Peter Kosta was born as the son of the economist and publicist Jiří Kosta and the artist Helena Kosta (née Kohoutová) into a German-Jewish-Czech family. From 1962 Kosta attended a Czech elementary school in Prague until he emigrated to Frankfurt am Main via Vienna and Munich in 1968, together with his parents. From 1968 to 1969 he attended the JA Comenius-Gymnasium in Vienna and from 1970 to 1971 the Pestalozzi-Gymnasium in Munich. Arrived in Frankfurt am Main in 1971, Kosta completed his Abitur in 1976 with a great Latinum at the Goethe-Gymnasium .

After graduating from high school, Peter Kosta began studying Slavic Philology , Indo-European Linguistics, General Linguistics and Musicology at the Johann Wolfgang Goethe University in Frankfurt am Main in the Faculty of Eastern and Non-European Linguistics and Cultural Studies. In 1981 Kosta graduated with his monograph “A Russian Cosmography from the 17th Century: A Linguistic Analysis with Text Edition and Facsimile” with a “very good”.

Since 1982 Peter Kosta has been a research assistant at the Institute for Phonetics, Indo-European Linguistics and Slavic Philology at the JW Goethe University in Frankfurt am Main with Werner Thomas. Peter Kosta received his doctorate in 1986. phil. “Summa cum laude” with the dissertation: Problems of Švejk translations in the West and South Slavic languages. Linguistic studies on the translation of literary texts . Doctoral supervisor was Gerd Freidhof . Between 1987 and 1992 Kosta worked as a university assistant at the Slavic Seminars in the Institutes for Phonetics, Indo-European Linguistics, and Slavic Philology. In 1992 he completed his habilitation with the habilitation thesis: "Empty categories in the northern Slavic languages: For the analysis of zero subjects and zero objects in the rule-binding theory".

His active language skills include Czech, German, Russian, English, French, Polish, Slovak, Serbo-Croatian, Lower Sorbian, Slovenian, Swedish, Italian, Bulgarian. In addition, there is the passive language skills of ancient Greek, Latin, Sanskrit, ancient Irish, Tocharian and Lithuanian.

In September 1992 he received a C4 substitute professorship at the Chair for Slavic Linguistics and History of Language at the TU Dresden . From March 1993 to May 2005 he held the professorship for West Slavic Linguistics at the Institute for Slavic Studies at the University of Potsdam , which was renamed the Professorship for Slavic Linguistics in May 2005.

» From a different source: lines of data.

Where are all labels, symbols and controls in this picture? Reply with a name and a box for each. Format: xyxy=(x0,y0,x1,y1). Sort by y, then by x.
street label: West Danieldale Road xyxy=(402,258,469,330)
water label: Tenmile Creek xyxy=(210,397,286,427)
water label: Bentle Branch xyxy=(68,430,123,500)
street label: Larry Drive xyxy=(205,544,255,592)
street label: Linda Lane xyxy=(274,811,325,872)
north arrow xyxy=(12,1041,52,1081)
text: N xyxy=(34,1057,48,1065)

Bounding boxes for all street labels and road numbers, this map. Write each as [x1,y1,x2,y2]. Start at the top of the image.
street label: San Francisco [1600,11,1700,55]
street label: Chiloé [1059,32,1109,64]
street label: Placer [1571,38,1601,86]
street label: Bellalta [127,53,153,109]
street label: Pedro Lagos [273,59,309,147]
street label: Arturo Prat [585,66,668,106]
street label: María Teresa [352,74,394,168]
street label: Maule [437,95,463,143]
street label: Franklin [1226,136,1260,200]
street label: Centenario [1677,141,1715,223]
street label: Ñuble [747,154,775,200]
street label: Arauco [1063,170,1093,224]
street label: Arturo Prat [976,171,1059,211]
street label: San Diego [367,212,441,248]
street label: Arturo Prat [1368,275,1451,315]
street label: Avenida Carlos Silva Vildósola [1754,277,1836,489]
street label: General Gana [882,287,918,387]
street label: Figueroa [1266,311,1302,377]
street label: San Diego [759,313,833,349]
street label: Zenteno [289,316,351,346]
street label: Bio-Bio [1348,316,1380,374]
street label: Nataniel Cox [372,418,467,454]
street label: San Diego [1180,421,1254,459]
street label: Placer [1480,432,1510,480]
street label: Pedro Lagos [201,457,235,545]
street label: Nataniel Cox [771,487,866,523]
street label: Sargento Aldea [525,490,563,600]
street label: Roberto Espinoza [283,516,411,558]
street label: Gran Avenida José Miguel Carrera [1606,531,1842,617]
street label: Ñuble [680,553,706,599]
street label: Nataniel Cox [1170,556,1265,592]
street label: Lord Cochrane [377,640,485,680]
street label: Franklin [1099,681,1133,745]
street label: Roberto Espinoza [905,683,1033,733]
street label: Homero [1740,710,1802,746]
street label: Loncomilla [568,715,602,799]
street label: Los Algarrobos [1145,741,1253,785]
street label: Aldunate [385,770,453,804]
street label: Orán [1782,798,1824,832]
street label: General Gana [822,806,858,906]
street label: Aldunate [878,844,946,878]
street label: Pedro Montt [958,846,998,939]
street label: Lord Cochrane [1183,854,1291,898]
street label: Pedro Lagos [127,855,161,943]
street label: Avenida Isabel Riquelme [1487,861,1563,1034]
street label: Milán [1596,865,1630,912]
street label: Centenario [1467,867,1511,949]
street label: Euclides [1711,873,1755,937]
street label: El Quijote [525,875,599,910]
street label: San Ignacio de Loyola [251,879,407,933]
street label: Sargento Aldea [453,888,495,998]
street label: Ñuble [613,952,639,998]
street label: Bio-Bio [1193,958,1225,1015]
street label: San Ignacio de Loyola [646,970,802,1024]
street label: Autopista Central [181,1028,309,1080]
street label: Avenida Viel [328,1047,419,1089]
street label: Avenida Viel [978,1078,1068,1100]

His research focuses on universals , language typology and formal syntax and semantics , language comparison , language contact and minority language research, language policy and political linguistics , conversation analysis , speech act theory , translation theory.

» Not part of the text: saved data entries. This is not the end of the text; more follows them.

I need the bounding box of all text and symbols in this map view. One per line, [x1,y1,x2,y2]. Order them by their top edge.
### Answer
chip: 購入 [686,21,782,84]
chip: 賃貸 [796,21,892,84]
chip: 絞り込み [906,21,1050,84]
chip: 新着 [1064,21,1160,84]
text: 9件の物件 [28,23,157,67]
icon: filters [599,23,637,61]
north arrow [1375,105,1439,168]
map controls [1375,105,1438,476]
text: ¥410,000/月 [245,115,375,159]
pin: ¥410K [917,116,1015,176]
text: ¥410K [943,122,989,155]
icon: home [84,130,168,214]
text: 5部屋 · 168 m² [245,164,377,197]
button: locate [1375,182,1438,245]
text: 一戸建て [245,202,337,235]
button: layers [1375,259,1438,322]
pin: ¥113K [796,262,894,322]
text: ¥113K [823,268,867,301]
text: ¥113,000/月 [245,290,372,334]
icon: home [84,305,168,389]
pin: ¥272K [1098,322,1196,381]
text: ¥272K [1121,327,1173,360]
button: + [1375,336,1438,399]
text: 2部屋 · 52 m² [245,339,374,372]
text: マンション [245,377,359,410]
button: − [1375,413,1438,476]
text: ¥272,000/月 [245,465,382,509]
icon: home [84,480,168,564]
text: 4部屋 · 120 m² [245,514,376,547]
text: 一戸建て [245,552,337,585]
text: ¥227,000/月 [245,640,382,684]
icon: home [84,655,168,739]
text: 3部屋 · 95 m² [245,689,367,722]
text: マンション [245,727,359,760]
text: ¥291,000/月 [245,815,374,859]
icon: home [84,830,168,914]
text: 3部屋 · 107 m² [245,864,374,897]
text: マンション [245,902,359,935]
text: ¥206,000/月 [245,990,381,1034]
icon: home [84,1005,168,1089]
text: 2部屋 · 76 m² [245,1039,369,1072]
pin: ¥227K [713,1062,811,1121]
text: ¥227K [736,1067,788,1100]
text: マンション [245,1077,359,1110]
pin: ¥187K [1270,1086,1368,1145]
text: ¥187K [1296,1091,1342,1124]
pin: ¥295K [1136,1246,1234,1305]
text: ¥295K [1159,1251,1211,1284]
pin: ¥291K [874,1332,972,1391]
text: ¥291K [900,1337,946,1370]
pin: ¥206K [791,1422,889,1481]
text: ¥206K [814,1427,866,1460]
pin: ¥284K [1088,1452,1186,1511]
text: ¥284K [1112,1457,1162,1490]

Peter Kosta has been invited to the Department of Slavic Languages ​​and Literatures and the Linguistics Department at Princeton University , New Jersey, twice as a visiting professor and visiting fellow . In 1999 he gave guest lectures at Harvard University and in 2012 he was invited to be a visiting professor in the Department of Linguistics at the University of Chicago . Peter Kosta has been invited as a guest speaker at numerous universities abroad, including the Massachusetts Institute of Technology , Bar-Ilan University in Israel, Uppsala University, University of East London, Cambridge University , Oxford University . Since 2011 he has been a member of the doctoral council of the Philosophical Faculty at the Palacký University in Olomouc , Czech Republic.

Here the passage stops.